Return a copy of every line in the data below that contains "none".

Dataset entries
━━━━━━

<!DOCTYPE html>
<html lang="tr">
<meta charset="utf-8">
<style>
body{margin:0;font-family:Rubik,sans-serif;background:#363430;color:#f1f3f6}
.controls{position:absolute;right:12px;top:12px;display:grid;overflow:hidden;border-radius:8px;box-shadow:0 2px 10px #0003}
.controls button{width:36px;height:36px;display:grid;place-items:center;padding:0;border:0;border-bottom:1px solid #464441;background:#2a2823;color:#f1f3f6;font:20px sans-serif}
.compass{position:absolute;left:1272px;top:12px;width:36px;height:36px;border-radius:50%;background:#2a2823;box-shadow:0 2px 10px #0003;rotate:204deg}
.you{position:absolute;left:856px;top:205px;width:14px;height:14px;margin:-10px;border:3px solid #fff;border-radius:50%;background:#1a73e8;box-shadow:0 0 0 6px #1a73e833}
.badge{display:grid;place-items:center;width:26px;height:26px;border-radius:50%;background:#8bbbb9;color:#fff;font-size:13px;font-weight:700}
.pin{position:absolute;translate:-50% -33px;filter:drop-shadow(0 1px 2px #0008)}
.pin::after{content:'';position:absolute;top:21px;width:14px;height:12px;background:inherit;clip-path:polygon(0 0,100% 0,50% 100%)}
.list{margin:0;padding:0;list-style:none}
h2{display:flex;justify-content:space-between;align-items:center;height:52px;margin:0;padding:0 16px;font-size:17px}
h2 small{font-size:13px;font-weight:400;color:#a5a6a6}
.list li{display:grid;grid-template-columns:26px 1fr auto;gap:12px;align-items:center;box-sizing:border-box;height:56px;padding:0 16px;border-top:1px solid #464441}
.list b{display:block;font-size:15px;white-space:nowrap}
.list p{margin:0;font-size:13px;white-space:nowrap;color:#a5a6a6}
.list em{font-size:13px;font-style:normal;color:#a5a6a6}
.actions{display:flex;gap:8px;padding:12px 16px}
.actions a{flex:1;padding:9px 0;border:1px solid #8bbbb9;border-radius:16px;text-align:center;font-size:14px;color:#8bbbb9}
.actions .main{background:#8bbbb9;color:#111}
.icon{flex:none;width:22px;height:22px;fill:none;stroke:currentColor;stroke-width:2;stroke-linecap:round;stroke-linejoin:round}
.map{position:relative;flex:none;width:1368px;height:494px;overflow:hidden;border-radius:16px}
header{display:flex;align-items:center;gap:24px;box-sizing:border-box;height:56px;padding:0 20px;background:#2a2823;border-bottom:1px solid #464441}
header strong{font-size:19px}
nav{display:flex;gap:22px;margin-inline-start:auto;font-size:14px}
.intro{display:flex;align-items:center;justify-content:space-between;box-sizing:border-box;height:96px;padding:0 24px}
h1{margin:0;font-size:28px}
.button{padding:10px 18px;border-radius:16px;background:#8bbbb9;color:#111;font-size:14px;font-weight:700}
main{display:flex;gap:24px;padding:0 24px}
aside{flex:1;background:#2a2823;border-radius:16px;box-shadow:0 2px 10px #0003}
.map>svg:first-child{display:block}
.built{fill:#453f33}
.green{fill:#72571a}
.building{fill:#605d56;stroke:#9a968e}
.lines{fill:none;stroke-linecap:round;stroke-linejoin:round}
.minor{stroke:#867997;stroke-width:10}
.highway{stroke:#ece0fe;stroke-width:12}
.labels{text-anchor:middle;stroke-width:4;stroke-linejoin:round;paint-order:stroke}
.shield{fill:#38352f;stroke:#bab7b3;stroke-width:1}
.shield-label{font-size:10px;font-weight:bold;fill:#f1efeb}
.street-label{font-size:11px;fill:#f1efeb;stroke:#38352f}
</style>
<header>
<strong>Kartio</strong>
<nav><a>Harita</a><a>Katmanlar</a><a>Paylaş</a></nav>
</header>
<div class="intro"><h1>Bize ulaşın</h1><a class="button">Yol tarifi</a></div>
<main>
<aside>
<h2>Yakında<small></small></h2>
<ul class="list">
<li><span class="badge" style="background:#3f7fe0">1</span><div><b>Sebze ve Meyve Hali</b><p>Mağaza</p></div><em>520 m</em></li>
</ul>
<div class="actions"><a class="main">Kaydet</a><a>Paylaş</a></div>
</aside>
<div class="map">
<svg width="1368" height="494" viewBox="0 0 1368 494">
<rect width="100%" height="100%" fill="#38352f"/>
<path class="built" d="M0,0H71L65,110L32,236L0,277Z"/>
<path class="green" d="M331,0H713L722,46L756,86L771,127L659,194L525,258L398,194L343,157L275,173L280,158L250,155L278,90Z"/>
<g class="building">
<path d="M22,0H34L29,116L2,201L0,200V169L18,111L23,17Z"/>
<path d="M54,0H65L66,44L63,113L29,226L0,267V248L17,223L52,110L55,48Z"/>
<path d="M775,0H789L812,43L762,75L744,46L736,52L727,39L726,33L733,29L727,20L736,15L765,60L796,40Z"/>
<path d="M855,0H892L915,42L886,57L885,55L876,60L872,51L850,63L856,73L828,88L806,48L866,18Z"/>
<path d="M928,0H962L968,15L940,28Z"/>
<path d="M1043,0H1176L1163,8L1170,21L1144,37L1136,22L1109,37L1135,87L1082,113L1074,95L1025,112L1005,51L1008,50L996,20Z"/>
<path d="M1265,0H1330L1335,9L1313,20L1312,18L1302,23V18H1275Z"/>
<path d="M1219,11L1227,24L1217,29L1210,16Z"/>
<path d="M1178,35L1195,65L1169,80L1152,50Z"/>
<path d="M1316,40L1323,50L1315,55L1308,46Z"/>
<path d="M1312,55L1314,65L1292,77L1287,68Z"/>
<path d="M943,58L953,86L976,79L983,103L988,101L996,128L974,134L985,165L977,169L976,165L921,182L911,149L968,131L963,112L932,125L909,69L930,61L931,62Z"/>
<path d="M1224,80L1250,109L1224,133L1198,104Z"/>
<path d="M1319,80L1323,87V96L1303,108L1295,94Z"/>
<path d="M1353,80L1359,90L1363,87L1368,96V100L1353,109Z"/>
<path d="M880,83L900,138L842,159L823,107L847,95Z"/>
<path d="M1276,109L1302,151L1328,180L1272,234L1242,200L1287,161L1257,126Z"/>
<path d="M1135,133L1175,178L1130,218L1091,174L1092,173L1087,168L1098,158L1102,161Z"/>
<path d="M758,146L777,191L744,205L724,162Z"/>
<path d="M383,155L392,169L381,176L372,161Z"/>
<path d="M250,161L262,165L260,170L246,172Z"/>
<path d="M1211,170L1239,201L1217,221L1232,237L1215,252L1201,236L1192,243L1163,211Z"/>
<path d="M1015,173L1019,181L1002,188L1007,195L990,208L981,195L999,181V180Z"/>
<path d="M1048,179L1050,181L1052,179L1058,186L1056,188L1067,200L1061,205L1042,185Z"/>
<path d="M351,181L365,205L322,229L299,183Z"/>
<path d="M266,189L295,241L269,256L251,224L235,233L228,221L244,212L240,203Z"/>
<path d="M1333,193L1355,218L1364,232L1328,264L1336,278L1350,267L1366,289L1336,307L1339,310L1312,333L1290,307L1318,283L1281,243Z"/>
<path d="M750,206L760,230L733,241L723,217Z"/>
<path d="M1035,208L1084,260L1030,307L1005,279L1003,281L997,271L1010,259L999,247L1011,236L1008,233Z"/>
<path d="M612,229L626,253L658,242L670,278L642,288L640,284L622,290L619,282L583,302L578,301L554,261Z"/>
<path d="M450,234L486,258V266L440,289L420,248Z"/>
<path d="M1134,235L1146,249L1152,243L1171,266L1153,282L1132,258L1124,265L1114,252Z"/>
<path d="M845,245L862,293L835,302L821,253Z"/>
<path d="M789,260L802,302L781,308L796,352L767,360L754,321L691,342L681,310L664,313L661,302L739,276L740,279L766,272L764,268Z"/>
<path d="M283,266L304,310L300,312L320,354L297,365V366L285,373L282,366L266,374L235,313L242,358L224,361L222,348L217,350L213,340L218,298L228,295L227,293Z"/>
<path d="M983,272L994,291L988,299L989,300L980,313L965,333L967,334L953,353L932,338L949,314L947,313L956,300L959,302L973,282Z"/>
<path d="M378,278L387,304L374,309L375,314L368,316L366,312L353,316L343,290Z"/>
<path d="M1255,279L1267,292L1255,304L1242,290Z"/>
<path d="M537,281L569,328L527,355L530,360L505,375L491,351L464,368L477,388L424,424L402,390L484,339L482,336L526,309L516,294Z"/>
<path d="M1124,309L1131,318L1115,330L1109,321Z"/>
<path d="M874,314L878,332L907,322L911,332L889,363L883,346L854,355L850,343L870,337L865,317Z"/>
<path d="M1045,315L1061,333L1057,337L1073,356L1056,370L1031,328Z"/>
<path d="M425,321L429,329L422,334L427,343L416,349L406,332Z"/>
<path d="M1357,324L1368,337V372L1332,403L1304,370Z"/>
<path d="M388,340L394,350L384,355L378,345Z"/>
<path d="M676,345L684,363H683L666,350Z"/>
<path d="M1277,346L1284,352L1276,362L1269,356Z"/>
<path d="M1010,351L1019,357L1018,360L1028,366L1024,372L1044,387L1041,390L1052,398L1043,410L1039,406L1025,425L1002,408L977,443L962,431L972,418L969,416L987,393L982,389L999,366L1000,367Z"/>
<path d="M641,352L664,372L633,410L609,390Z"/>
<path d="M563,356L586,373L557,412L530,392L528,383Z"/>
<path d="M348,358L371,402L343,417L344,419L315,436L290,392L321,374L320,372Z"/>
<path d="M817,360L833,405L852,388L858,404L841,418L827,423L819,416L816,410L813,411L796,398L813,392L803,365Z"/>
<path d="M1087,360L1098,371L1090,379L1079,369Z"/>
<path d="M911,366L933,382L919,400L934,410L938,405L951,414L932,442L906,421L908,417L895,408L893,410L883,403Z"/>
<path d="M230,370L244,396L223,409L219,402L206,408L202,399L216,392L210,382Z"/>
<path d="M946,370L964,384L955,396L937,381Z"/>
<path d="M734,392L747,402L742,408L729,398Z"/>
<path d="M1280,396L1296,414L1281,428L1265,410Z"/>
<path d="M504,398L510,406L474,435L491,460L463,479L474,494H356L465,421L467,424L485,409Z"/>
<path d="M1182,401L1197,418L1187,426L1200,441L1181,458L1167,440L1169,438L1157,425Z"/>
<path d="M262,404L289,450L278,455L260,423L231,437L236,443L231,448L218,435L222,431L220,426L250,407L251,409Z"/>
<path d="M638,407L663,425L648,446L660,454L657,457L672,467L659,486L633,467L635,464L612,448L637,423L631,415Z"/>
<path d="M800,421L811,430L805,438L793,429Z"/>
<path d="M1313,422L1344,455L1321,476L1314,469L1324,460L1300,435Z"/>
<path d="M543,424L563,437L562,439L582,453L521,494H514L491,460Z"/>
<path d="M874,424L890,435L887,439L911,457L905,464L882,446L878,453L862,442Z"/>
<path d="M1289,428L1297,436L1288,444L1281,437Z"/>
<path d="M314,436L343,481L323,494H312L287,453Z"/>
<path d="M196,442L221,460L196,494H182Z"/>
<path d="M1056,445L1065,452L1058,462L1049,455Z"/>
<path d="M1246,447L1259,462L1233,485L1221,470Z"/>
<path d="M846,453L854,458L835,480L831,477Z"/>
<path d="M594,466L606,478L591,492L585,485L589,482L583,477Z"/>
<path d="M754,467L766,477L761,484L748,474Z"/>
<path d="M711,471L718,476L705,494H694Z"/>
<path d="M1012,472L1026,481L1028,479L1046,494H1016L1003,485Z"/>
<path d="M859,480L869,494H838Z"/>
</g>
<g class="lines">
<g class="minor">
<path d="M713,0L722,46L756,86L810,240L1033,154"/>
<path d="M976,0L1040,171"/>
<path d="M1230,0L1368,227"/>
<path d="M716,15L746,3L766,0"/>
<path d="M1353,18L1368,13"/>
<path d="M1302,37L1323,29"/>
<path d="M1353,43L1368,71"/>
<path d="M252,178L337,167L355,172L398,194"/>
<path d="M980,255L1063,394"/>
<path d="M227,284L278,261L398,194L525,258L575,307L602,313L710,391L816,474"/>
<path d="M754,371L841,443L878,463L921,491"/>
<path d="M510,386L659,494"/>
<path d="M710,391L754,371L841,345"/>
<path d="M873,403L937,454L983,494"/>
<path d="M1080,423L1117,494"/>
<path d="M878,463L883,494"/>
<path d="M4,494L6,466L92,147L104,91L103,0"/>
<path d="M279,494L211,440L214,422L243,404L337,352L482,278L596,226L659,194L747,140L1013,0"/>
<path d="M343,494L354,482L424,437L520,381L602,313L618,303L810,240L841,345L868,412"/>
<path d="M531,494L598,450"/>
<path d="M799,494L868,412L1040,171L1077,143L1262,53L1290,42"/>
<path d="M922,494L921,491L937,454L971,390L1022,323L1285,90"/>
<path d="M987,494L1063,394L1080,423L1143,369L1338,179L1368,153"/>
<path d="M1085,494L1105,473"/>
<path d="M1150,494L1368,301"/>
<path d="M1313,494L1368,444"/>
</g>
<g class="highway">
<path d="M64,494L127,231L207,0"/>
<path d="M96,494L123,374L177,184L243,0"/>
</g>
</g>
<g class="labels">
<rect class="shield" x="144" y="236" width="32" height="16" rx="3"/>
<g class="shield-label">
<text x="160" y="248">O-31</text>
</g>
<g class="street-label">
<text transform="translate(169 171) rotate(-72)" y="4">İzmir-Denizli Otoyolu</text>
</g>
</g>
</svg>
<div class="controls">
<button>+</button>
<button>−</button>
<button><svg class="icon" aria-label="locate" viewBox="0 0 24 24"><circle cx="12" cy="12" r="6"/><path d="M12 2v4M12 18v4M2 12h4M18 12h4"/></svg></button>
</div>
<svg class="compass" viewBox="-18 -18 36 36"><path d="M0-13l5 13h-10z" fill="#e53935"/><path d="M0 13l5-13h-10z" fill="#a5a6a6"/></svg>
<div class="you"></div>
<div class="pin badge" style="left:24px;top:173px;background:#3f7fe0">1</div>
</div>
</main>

━━━━━━

REPLY TO THE TASK
.list{margin:0;padding:0;list-style:none}
.icon{flex:none;width:22px;height:22px;fill:none;stroke:currentColor;stroke-width:2;stroke-linecap:round;stroke-linejoin:round}
.map{position:relative;flex:none;width:1368px;height:494px;overflow:hidden;border-radius:16px}
.lines{fill:none;stroke-linecap:round;stroke-linejoin:round}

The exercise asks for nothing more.